Hope this is helpful, I haven't submitted a PR here before so let me know if I've got any etiquette wrong :).
Let me know if there are any changes you'd like.

Summary

This PR limits memory usage in MultiHeadAttention. It sets a maximum size (max_chunk_size_mb) for the attn_logits tensor. If the tensor size is below max_chunk_size_mb, everything proceeds normally, if it is above this size, attn_logits is evaluated in chunks rather than ever being fully materialised. This allows limiting memory usage to what will fit in the machine, and as a bonus also sometimes provides a performance boost.

Correctness Testing

I've run this through attention_test.py and run my own test scripts, using random tensors for query, key, value and mask and checking that the results are identical between the original implementation and the PR.

Performance Testing

CPU

I've run 18 different performance tests on CPU with different values of key_size, num_heads and query shape, all using self attention. For small inputs the calculation is the same so there's no difference, and for sufficiently large inputs, the old calculation runs out of memory while the new one works fine. In between these two, we see a substantial memory usage reduction, and a modest speed improvement (presumably due to better caching).

For instance, with the parameters:

key_size = 64
num_heads = 32
h = jax.random.normal(jax.random.PRNGKey(42), [1,10000,1024])
max_chunk_size_mb = 1000

This change resulted in:

• a 27% speedup (12.1s to 3.8s) and
• a 6x drop in memory usage (28.8GB to 4.4Gb)

GPU

I did the bulk of this profiling on CPU because I couldn't work out a good peak memory profiling setup on GPU, but testing shows that this also allows calculations to fit in GPU ram that otherwise wouldn't.

For example, using the parameters:

key_size = 64
num_heads = 32
h = jax.random.normal(jax.random.PRNGKey(42), [1,30000,1024])
max_chunk_size_mb = 1000

I can calculate self attention in 3.6s on a 12GB card using the new version.
In the previous version I get an OOM error, since at least 115GB of VRAM would have been required.

The speedup on the GPU seems to be a bit smaller, though both the new and original code are showing a variance of around 10% in my tests so it's difficult to pin down an exact number.

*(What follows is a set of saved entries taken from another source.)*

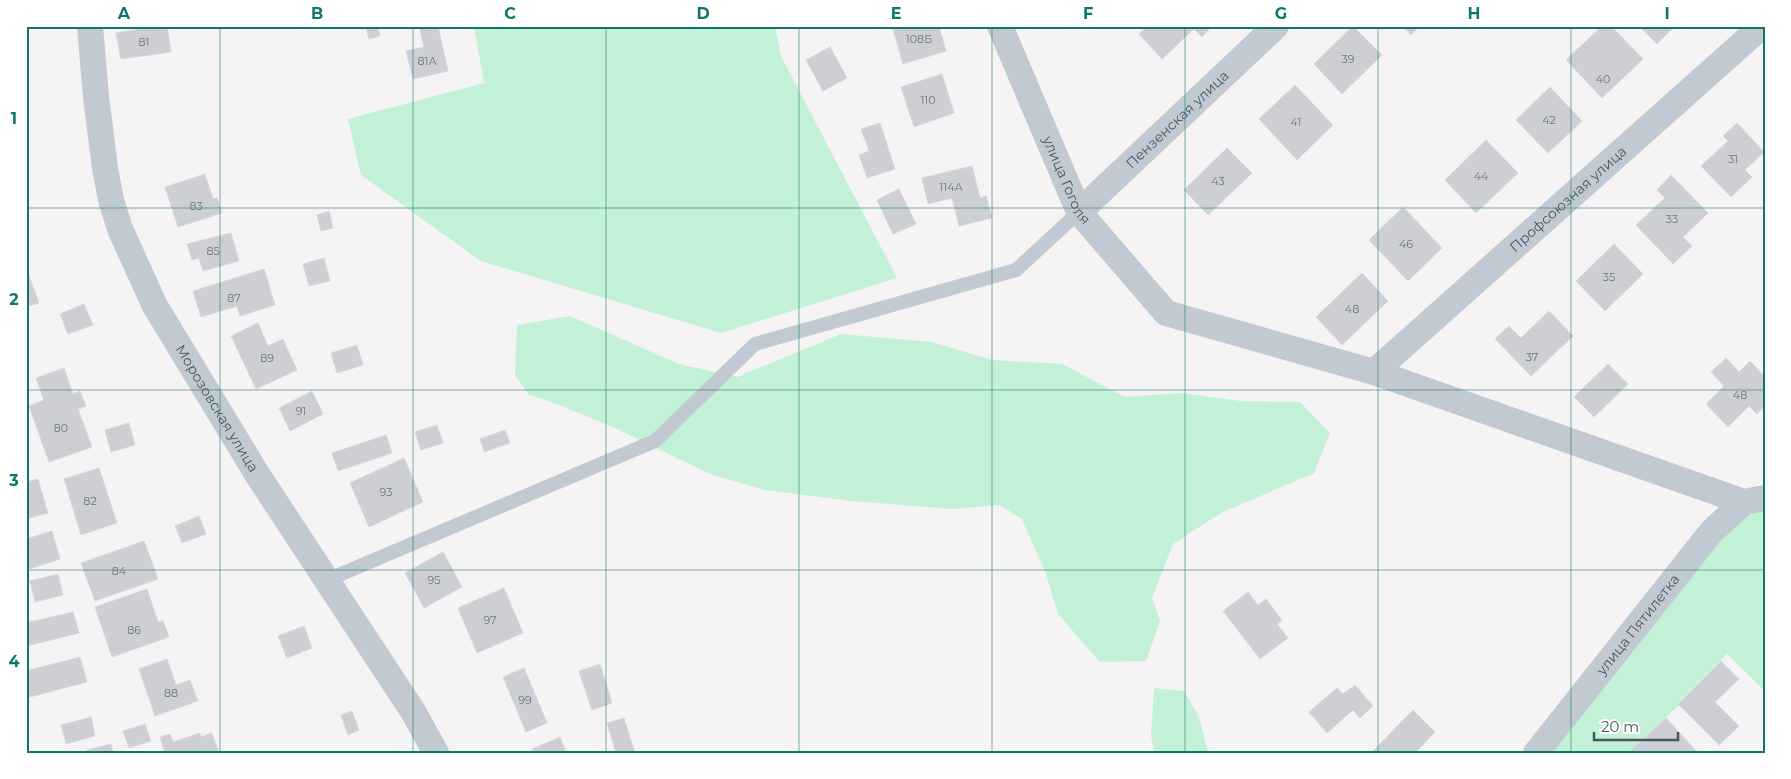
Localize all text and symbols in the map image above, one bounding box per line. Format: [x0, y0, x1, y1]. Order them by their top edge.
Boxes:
text: A [117, 4, 131, 23]
text: B [311, 4, 323, 23]
text: C [504, 4, 516, 23]
text: D [696, 4, 710, 23]
text: E [891, 4, 901, 23]
text: F [1083, 4, 1093, 23]
text: G [1275, 4, 1287, 23]
text: H [1468, 4, 1480, 23]
text: I [1664, 4, 1670, 23]
house number: 108Б [906, 32, 932, 46]
house number: 81 [139, 35, 150, 49]
house number: 39 [1342, 52, 1355, 66]
house number: 81А [417, 54, 437, 68]
street label: Пензенская улица [1122, 66, 1233, 172]
house number: 40 [1596, 72, 1610, 86]
house number: 110 [920, 93, 936, 107]
text: 1 [11, 109, 17, 128]
house number: 42 [1542, 113, 1556, 127]
house number: 41 [1291, 115, 1301, 129]
street label: улица Гоголя [1038, 132, 1095, 228]
street label: Профсоюзная улица [1506, 142, 1630, 256]
house number: 31 [1728, 152, 1738, 166]
house number: 44 [1474, 169, 1489, 183]
house number: 43 [1211, 174, 1225, 188]
house number: 114А [939, 180, 964, 194]
house number: 83 [189, 199, 203, 213]
house number: 33 [1666, 212, 1678, 226]
house number: 46 [1399, 237, 1413, 251]
house number: 85 [206, 244, 220, 258]
house number: 35 [1603, 270, 1615, 284]
text: 2 [9, 290, 19, 309]
house number: 87 [227, 291, 241, 305]
house number: 48 [1345, 302, 1359, 316]
street label: Морозовская улица [172, 341, 263, 475]
house number: 37 [1526, 350, 1538, 364]
house number: 89 [260, 351, 274, 365]
house number: 48 [1733, 388, 1747, 402]
house number: 91 [296, 404, 306, 418]
house number: 80 [54, 421, 68, 435]
text: 3 [8, 471, 19, 490]
house number: 93 [380, 485, 392, 499]
house number: 82 [83, 494, 97, 508]
house number: 84 [112, 564, 127, 578]
street label: улица Пятилетка [1592, 570, 1683, 679]
house number: 95 [428, 573, 440, 587]
house number: 97 [483, 613, 497, 627]
house number: 86 [127, 623, 141, 637]
text: 4 [8, 652, 20, 671]
house number: 88 [164, 686, 178, 700]
house number: 99 [518, 693, 532, 707]
scale bar [1594, 709, 1677, 741]
text: 20 m [1601, 717, 1639, 736]

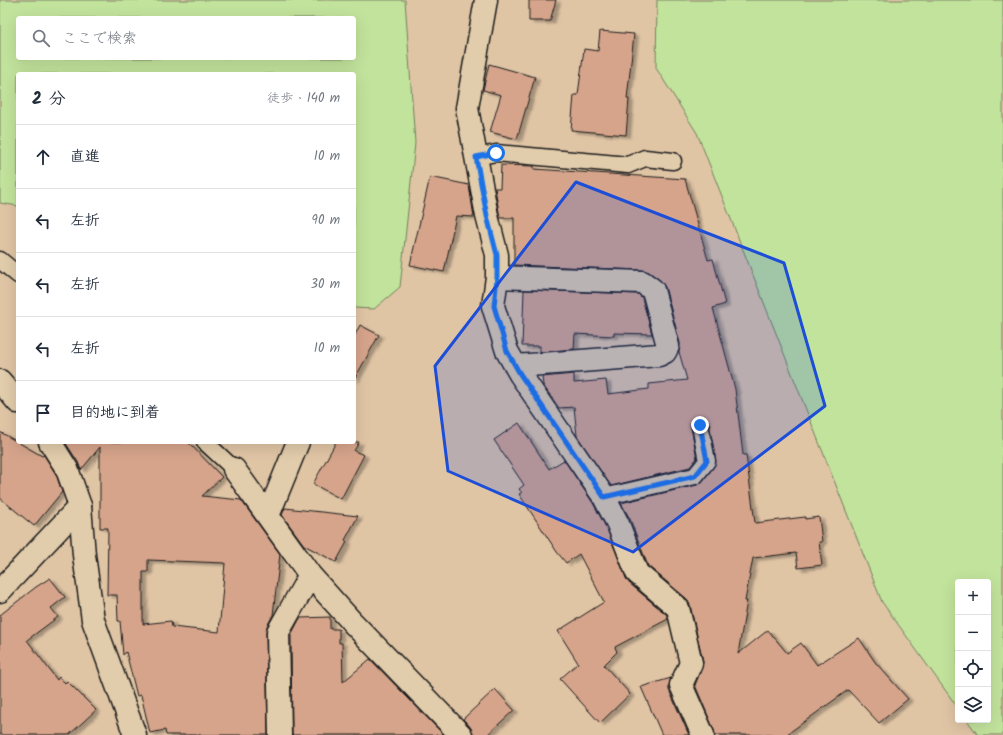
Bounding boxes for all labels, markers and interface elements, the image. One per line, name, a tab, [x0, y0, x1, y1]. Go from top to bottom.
search box	[16, 16, 356, 60]
icon: search	[30, 27, 52, 49]
text: ここで検索	[62, 27, 137, 51]
text: 2 分	[32, 86, 65, 113]
text: 徒歩 · 140 m	[267, 88, 340, 109]
route start	[487, 144, 505, 162]
text: 直進	[70, 145, 100, 169]
icon: ahead	[32, 146, 54, 168]
text: 10 m	[314, 146, 340, 167]
text: 左折	[70, 209, 100, 233]
icon: left	[32, 210, 54, 232]
text: 90 m	[312, 210, 340, 231]
text: 左折	[70, 273, 100, 297]
icon: left	[32, 274, 54, 296]
text: 30 m	[311, 274, 340, 295]
text: 左折	[70, 337, 100, 361]
icon: left	[32, 338, 54, 360]
text: 10 m	[314, 338, 340, 359]
text: 目的地に到着	[70, 401, 160, 425]
icon: arrive	[32, 402, 54, 424]
route end	[691, 416, 709, 434]
map controls	[955, 579, 991, 723]
button: +	[955, 579, 991, 615]
button: −	[955, 615, 991, 651]
button: locate	[955, 651, 991, 687]
button: layers	[955, 687, 991, 723]

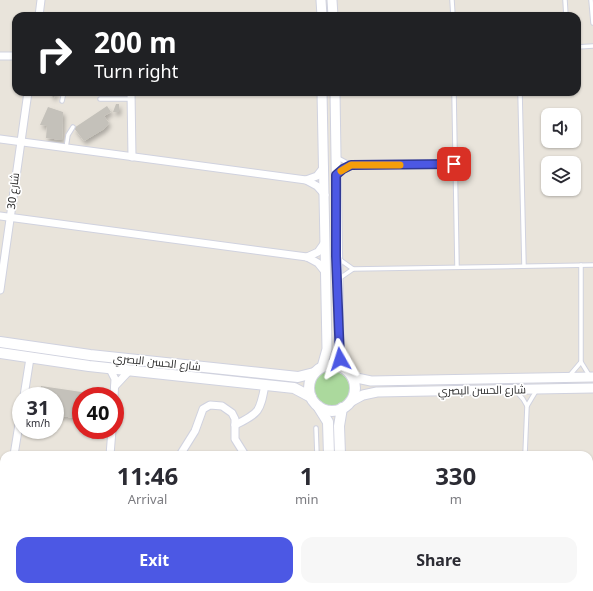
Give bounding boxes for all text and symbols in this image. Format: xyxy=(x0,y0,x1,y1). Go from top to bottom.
text: 200 m xyxy=(94,23,177,61)
icon: right xyxy=(28,28,80,80)
text: Turn right xyxy=(94,59,178,83)
map controls xyxy=(541,108,581,196)
button: sound xyxy=(541,108,581,148)
pin xyxy=(437,147,471,181)
icon: arrive xyxy=(443,153,465,175)
button: layers xyxy=(541,156,581,196)
street label: شارع 30 xyxy=(3,172,23,210)
position arrow xyxy=(319,338,361,380)
street label: شارع الحسن البصري xyxy=(112,349,202,376)
street label: شارع الحسن البصري xyxy=(438,381,526,400)
speed limit sign: 40 xyxy=(72,387,124,439)
text: 31 xyxy=(27,394,49,421)
text: km/h xyxy=(26,416,50,430)
text: 11:46 xyxy=(117,459,178,492)
text: 1 xyxy=(300,459,314,492)
text: 330 xyxy=(435,459,476,492)
text: Arrival xyxy=(128,490,167,508)
text: min xyxy=(295,490,318,508)
text: m xyxy=(450,490,462,508)
button: Exit xyxy=(16,537,293,583)
button: Share xyxy=(301,537,577,583)

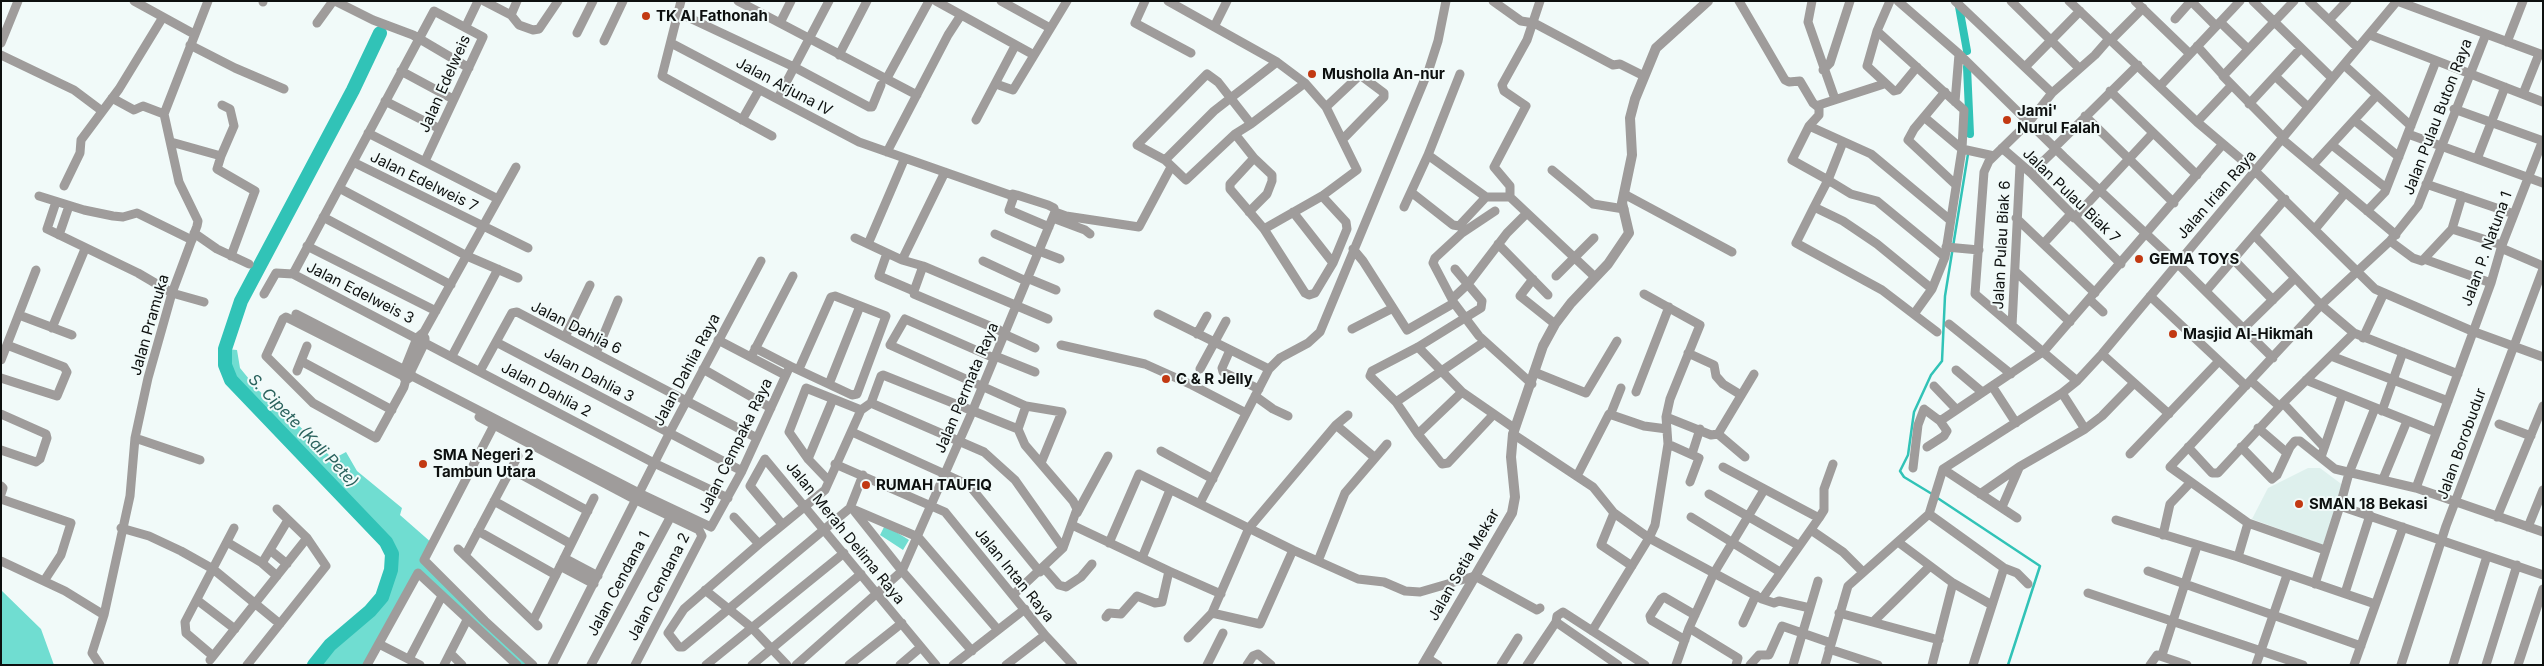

If you've got any tips on how to benchmark this (or peak GPU RAM) accurately I'd appreciate them.

Implementation notes

I've tried to keep to your code style as much as possible, let me know if there's anything that would be better changed.

The test/benchmark scripts I used with this are pretty hacky, but if there is anywhere you'd like additional tests added let me know.

I've added a new argument max_chunk_size_mb with a default value of 1GB. This value works well as a default from my testing. It's big enough to give a performance boost (values below 100MB or so can hurt performance), and small enough to have an effect on memory usage. However, obviously this is going to be subject to tuning for individual machines. Let me know if you'd prefer something different API-wise.

The idea behind this is based on FlashAttention, but it's a much simpler implementation because it only slices the tensor up in one dimension. If I understand it they implement the whole thing in C++ and slice the tensor up in multiple dimensions. I think that gives them a bigger performance boost, but my main focus here was on reducing memory usage and this version seems to do the trick.